## [Task requirements]
I would like you to return all of the records exactly as they stand.
═════ Dataset
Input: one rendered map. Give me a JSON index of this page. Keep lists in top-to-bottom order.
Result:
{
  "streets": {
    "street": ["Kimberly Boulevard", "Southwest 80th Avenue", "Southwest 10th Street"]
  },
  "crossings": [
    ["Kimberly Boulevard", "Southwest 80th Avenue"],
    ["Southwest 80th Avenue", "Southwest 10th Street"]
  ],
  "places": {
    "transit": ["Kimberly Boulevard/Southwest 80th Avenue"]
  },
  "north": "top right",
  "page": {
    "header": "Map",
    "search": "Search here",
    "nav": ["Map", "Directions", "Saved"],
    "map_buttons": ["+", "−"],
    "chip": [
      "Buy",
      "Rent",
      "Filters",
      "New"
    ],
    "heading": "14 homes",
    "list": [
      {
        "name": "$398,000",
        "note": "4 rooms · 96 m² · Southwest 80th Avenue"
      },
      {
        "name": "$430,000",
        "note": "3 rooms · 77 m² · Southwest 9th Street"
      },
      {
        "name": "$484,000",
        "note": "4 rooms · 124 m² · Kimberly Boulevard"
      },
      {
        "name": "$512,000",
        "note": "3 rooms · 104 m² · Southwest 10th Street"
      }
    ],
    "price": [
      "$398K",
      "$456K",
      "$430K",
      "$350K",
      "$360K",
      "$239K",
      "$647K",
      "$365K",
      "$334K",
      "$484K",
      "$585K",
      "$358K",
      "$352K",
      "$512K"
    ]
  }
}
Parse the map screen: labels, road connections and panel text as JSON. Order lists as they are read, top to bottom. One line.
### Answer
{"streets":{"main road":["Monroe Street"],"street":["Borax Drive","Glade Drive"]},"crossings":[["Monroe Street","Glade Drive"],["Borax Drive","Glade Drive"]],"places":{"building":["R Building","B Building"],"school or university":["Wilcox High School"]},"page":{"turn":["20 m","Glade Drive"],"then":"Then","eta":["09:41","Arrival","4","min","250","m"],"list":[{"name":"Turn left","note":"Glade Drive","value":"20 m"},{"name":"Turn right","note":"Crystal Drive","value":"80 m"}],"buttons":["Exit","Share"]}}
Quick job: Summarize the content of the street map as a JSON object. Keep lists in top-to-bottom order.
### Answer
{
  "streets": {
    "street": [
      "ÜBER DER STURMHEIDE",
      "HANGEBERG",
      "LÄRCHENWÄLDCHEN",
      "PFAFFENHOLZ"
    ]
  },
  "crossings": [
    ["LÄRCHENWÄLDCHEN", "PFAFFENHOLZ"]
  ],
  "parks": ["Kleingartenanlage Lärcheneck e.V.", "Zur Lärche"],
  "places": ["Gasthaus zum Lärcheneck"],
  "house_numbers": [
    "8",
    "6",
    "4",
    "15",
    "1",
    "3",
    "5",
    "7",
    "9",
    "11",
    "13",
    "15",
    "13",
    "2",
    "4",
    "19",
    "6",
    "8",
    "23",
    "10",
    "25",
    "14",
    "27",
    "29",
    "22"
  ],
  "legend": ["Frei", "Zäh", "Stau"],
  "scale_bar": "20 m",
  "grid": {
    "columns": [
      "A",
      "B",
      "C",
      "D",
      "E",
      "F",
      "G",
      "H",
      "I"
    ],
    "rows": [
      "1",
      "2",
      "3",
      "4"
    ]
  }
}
══════════
## [Written solution]
Input: one rendered map. Give me a JSON index of this page. Keep lists in top-to-bottom order.
Result:
{
  "streets": {
    "street": ["Kimberly Boulevard", "Southwest 80th Avenue", "Southwest 10th Street"]
  },
  "crossings": [
    ["Kimberly Boulevard", "Southwest 80th Avenue"],
    ["Southwest 80th Avenue", "Southwest 10th Street"]
  ],
  "places": {
    "transit": ["Kimberly Boulevard/Southwest 80th Avenue"]
  },
  "north": "top right",
  "page": {
    "header": "Map",
    "search": "Search here",
    "nav": ["Map", "Directions", "Saved"],
    "map_buttons": ["+", "−"],
    "chip": [
      "Buy",
      "Rent",
      "Filters",
      "New"
    ],
    "heading": "14 homes",
    "list": [
      {
        "name": "$398,000",
        "note": "4 rooms · 96 m² · Southwest 80th Avenue"
      },
      {
        "name": "$430,000",
        "note": "3 rooms · 77 m² · Southwest 9th Street"
      },
      {
        "name": "$484,000",
        "note": "4 rooms · 124 m² · Kimberly Boulevard"
      },
      {
        "name": "$512,000",
        "note": "3 rooms · 104 m² · Southwest 10th Street"
      }
    ],
    "price": [
      "$398K",
      "$456K",
      "$430K",
      "$350K",
      "$360K",
      "$239K",
      "$647K",
      "$365K",
      "$334K",
      "$484K",
      "$585K",
      "$358K",
      "$352K",
      "$512K"
    ]
  }
}
Parse the map screen: labels, road connections and panel text as JSON. Order lists as they are read, top to bottom. One line.
### Answer
{"streets":{"main road":["Monroe Street"],"street":["Borax Drive","Glade Drive"]},"crossings":[["Monroe Street","Glade Drive"],["Borax Drive","Glade Drive"]],"places":{"building":["R Building","B Building"],"school or university":["Wilcox High School"]},"page":{"turn":["20 m","Glade Drive"],"then":"Then","eta":["09:41","Arrival","4","min","250","m"],"list":[{"name":"Turn left","note":"Glade Drive","value":"20 m"},{"name":"Turn right","note":"Crystal Drive","value":"80 m"}],"buttons":["Exit","Share"]}}
Quick job: Summarize the content of the street map as a JSON object. Keep lists in top-to-bottom order.
### Answer
{
  "streets": {
    "street": [
      "ÜBER DER STURMHEIDE",
      "HANGEBERG",
      "LÄRCHENWÄLDCHEN",
      "PFAFFENHOLZ"
    ]
  },
  "crossings": [
    ["LÄRCHENWÄLDCHEN", "PFAFFENHOLZ"]
  ],
  "parks": ["Kleingartenanlage Lärcheneck e.V.", "Zur Lärche"],
  "places": ["Gasthaus zum Lärcheneck"],
  "house_numbers": [
    "8",
    "6",
    "4",
    "15",
    "1",
    "3",
    "5",
    "7",
    "9",
    "11",
    "13",
    "15",
    "13",
    "2",
    "4",
    "19",
    "6",
    "8",
    "23",
    "10",
    "25",
    "14",
    "27",
    "29",
    "22"
  ],
  "legend": ["Frei", "Zäh", "Stau"],
  "scale_bar": "20 m",
  "grid": {
    "columns": [
      "A",
      "B",
      "C",
      "D",
      "E",
      "F",
      "G",
      "H",
      "I"
    ],
    "rows": [
      "1",
      "2",
      "3",
      "4"
    ]
  }
}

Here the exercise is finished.